Lawrence Hoffman is a politically liberal Reform rabbi who writes about his favorite Jewish books in his own recently released book, titled, not altogether unexpectedly, One Hundred Great Jewish Books.
Hoffman is, of course, entitled to his reading preferences, and several of his choices are certainly worthy of any such list. But what struck the Monitor in skimming the book was the implication in one of his reviews that the late Wisconsin senator Joseph McCarthy’s anti-Communist activities had an anti-Semitic subtext.
Now, before coming to McCarthy’s defense on this issue, it must be acknowledged that writing anything that can be perceived as less than condemnatory of Joe McCarthy is bound to upset people, as the Monitor learned firsthand a number of years ago.
On that occasion, the Senate historian had released thousands of transcript pages of executive hearings conducted by McCarthy in the mid-1950s and trumpeted them as groundbreaking, with liberal reporters and editorial writers repeating verbatim his claim that the papers revealed once and for all that when it came to investigating alleged Communist subversion, “McCarthy had shopworn goods and fishing expeditions.”
The Monitor merely pointed out that there was hardly anything new in the documents and quoted conservative writer Wes Vernon’s statement that the Senate historian and other critics of McCarthy “could not cite one instance in which [McCarthy’s] alleged ‘browbeating’ of witnesses ruined lives.”

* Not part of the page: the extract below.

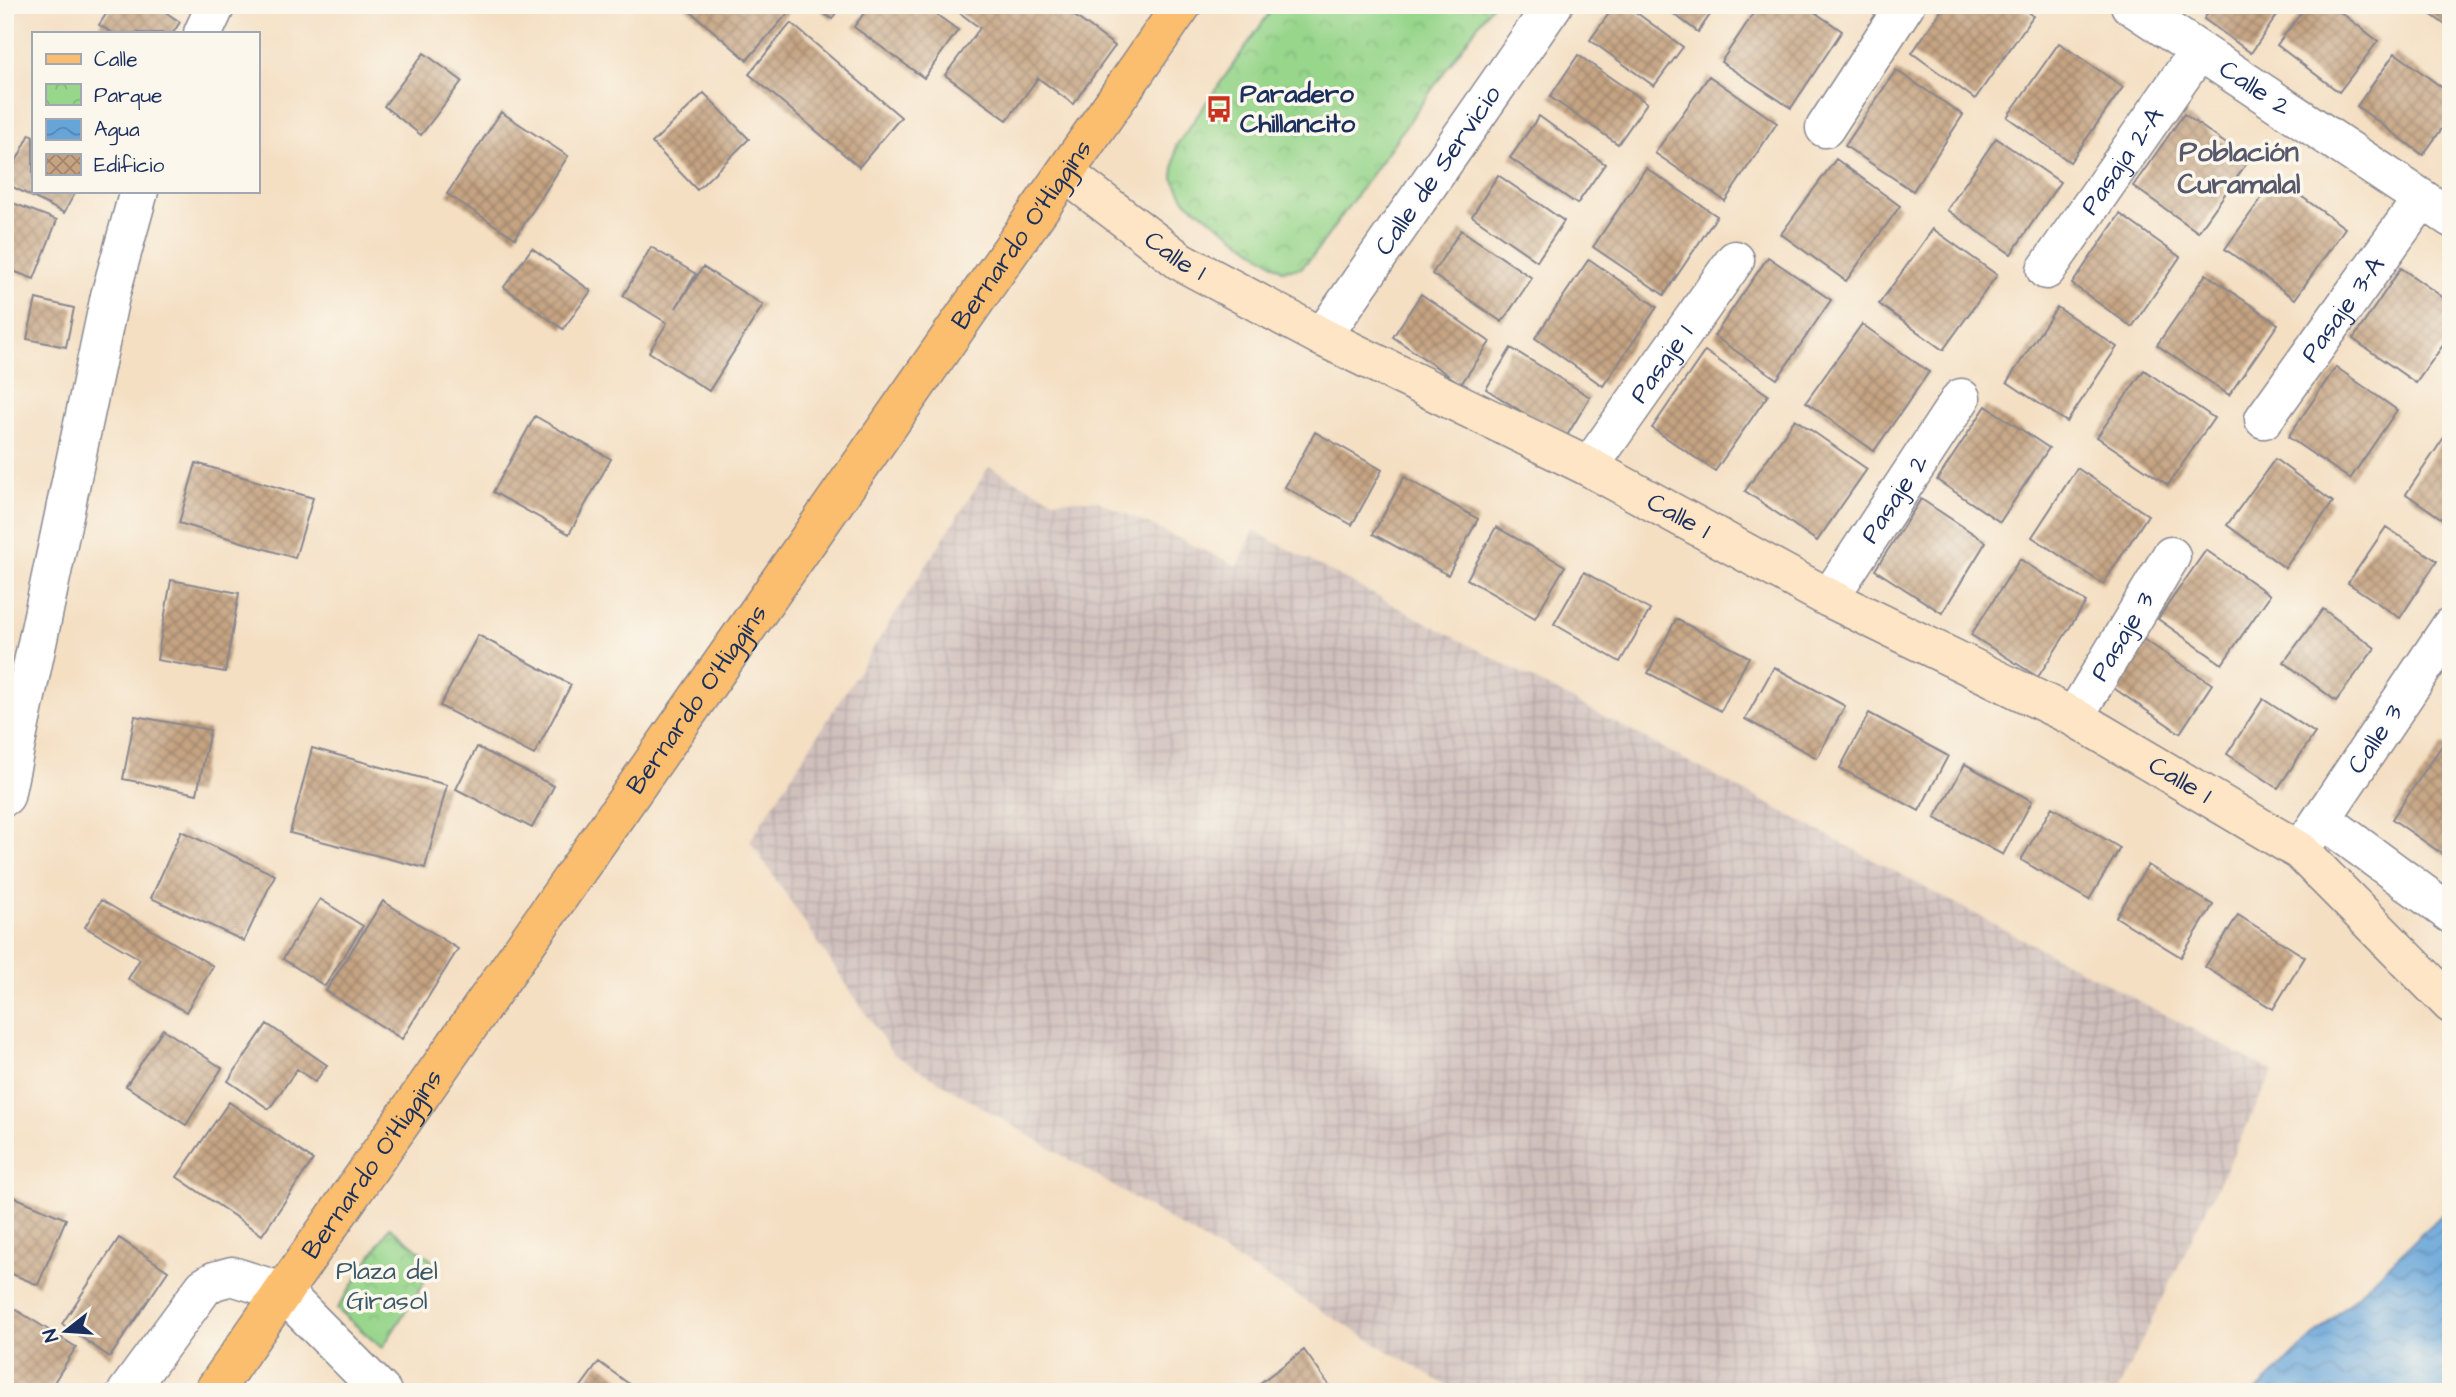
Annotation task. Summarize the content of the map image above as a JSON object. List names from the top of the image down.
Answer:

(Vernon was referring to efforts by M. Stanton Evans, an expert on the McCarthy era, to get someone – anyone – involved in the release of the papers to substantiate the statement, jointly released by Senators Carl Levin and Susan Collins, that McCarthy’s methods “destroyed the careers of people who were not involved in the infiltration of our government.” None could.)
In response to that column the Monitor received an unusual amount of negative feedback from readers – including the Senate historian himself, who in his letter castigated McCarthy for his overall recklessness.

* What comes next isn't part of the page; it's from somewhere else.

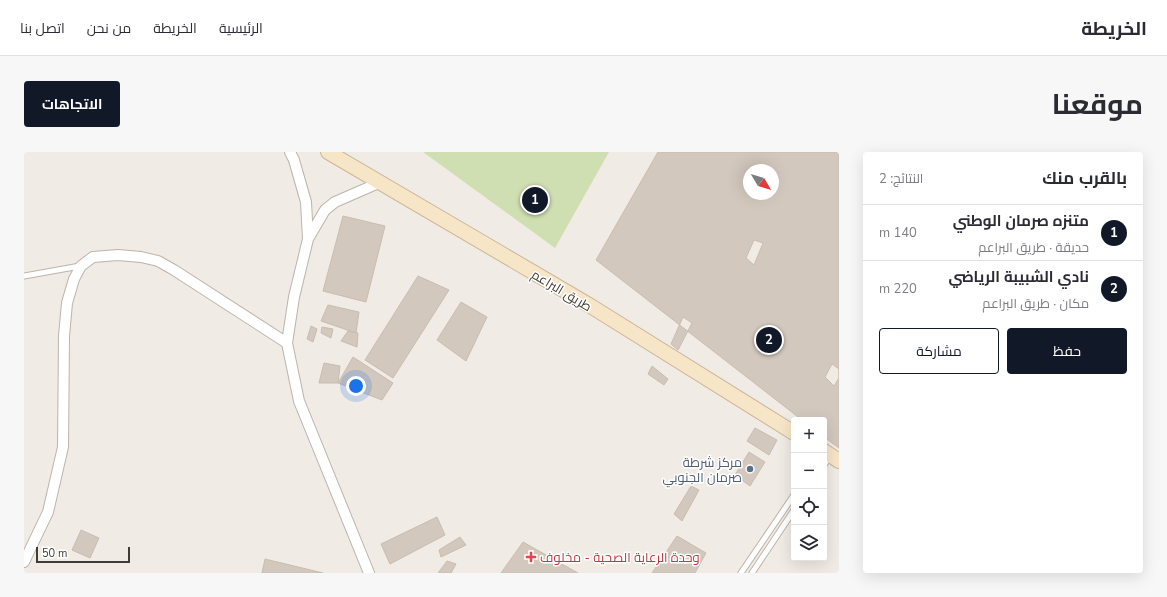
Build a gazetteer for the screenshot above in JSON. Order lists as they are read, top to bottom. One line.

The Monitor has always been fascinated by the way the McCarthy period is portrayed in the liberal media and among left-wing academics – particularly in light of what is now known about the control exerted by Moscow over the American Communist Party and the extent of Soviet espionage in the middle decades of the 20th century.
What makes the McCarthy business a case study in liberal denial and media mendacity is that even after the fall of the Soviet Union and the declassification of cables and documents from both sides of the Cold War, far too many journalists continued to operate in an ideological time warp, seemingly stuck in the 1970s with its backdrop of revisionist historians blaming the U.S. for the world’s ills and American credibility festering at an all-time low in the wake of Vietnam and Watergate.
Anyway, getting back to Lawrence Hoffman, here is what he writes in his chapter on Paddy Chayefsky’s play “The Tenth Man”:
“Even though Senator McCarthy wanted Americans to believe otherwise, relatively few Jewish immigrants actively fought for socialism, much less communism.” [Emphasis added]
Hoffman gives no source, nor does he offer any quote from McCarthy, to back up his outrageous claim. So here is a proud anti-McCarthyite guilty of the very sin he imputes to Joe McCarthy.
The truth is, whatever one thinks of McCarthy, one thing he was not was an anti-Semite.
In his superb and widely praised McCarthy biography A Conspiracy So Immense, the historian David Oshinsky notes that “[McCarthy] never engaged in anti-Semitic diatribes or made the loaded connection between Jews and left-wing radicalism. Despite the unrelenting hostility of organized Jewry to his crusade, McCarthy still praised the state of Israel [and] condemned the Soviet persecution of Jews.”
Political scientist Benjamin Ginsberg concurs, writing in his book The Fatal Embrace that “the McCarthyites had no use for anti-Semitism as a political weapon. Indeed, several of McCarthy’s most important aides…were themselves Jews.”
And the late Abba Eban, in his memoir Personal Witness, recalled that McCarthy once summoned him to his Senate office and asked to be added to a list of sponsors of a congressional resolution urging Israel’s inclusion in U.S. foreign aid legislation.
“Israel and the Jews,” Eban wrote, “never became a target of McCarthy’s denunciations.”